WORK TASK: The data below is to be retyped exactly, line by line.

AVAILABLE RECORDS:
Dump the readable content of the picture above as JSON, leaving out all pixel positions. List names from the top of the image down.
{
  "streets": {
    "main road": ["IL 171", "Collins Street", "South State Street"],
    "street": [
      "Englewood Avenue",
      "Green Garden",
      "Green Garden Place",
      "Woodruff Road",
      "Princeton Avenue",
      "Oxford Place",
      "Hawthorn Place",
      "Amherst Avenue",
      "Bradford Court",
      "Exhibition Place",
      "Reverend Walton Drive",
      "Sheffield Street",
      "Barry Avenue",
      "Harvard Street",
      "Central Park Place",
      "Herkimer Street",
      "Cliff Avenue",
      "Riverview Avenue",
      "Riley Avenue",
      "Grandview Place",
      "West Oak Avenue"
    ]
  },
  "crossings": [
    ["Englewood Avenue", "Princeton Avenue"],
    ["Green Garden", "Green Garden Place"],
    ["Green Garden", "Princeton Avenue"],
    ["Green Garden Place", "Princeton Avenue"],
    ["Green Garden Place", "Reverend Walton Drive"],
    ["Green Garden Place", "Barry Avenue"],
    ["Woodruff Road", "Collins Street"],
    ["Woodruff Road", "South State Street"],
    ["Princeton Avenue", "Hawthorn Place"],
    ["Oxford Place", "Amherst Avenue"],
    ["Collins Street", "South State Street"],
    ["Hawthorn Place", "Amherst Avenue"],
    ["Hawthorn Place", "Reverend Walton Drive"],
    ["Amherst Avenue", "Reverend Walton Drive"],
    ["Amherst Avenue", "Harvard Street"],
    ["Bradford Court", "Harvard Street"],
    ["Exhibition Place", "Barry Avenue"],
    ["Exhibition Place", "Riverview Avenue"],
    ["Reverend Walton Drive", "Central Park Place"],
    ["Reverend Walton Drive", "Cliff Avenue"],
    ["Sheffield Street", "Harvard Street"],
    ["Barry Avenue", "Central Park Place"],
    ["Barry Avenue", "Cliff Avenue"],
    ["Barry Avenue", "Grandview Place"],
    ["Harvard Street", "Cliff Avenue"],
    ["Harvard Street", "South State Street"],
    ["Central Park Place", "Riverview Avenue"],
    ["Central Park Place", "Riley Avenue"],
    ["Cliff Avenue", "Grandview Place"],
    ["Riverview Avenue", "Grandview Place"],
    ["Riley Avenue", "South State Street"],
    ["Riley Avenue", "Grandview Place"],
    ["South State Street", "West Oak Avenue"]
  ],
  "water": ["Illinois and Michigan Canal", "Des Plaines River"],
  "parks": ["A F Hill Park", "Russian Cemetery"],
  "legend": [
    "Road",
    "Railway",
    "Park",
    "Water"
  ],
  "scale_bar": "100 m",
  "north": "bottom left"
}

ANSWER BELOW:
Dump the readable content of the picture above as JSON, leaving out all pixel positions. List names from the top of the image down.
{
  "streets": {
    "main road": ["IL 171", "Collins Street", "South State Street"],
    "street": [
      "Englewood Avenue",
      "Green Garden",
      "Green Garden Place",
      "Woodruff Road",
      "Princeton Avenue",
      "Oxford Place",
      "Hawthorn Place",
      "Amherst Avenue",
      "Bradford Court",
      "Exhibition Place",
      "Reverend Walton Drive",
      "Sheffield Street",
      "Barry Avenue",
      "Harvard Street",
      "Central Park Place",
      "Herkimer Street",
      "Cliff Avenue",
      "Riverview Avenue",
      "Riley Avenue",
      "Grandview Place",
      "West Oak Avenue"
    ]
  },
  "crossings": [
    ["Englewood Avenue", "Princeton Avenue"],
    ["Green Garden", "Green Garden Place"],
    ["Green Garden", "Princeton Avenue"],
    ["Green Garden Place", "Princeton Avenue"],
    ["Green Garden Place", "Reverend Walton Drive"],
    ["Green Garden Place", "Barry Avenue"],
    ["Woodruff Road", "Collins Street"],
    ["Woodruff Road", "South State Street"],
    ["Princeton Avenue", "Hawthorn Place"],
    ["Oxford Place", "Amherst Avenue"],
    ["Collins Street", "South State Street"],
    ["Hawthorn Place", "Amherst Avenue"],
    ["Hawthorn Place", "Reverend Walton Drive"],
    ["Amherst Avenue", "Reverend Walton Drive"],
    ["Amherst Avenue", "Harvard Street"],
    ["Bradford Court", "Harvard Street"],
    ["Exhibition Place", "Barry Avenue"],
    ["Exhibition Place", "Riverview Avenue"],
    ["Reverend Walton Drive", "Central Park Place"],
    ["Reverend Walton Drive", "Cliff Avenue"],
    ["Sheffield Street", "Harvard Street"],
    ["Barry Avenue", "Central Park Place"],
    ["Barry Avenue", "Cliff Avenue"],
    ["Barry Avenue", "Grandview Place"],
    ["Harvard Street", "Cliff Avenue"],
    ["Harvard Street", "South State Street"],
    ["Central Park Place", "Riverview Avenue"],
    ["Central Park Place", "Riley Avenue"],
    ["Cliff Avenue", "Grandview Place"],
    ["Riverview Avenue", "Grandview Place"],
    ["Riley Avenue", "South State Street"],
    ["Riley Avenue", "Grandview Place"],
    ["South State Street", "West Oak Avenue"]
  ],
  "water": ["Illinois and Michigan Canal", "Des Plaines River"],
  "parks": ["A F Hill Park", "Russian Cemetery"],
  "legend": [
    "Road",
    "Railway",
    "Park",
    "Water"
  ],
  "scale_bar": "100 m",
  "north": "bottom left"
}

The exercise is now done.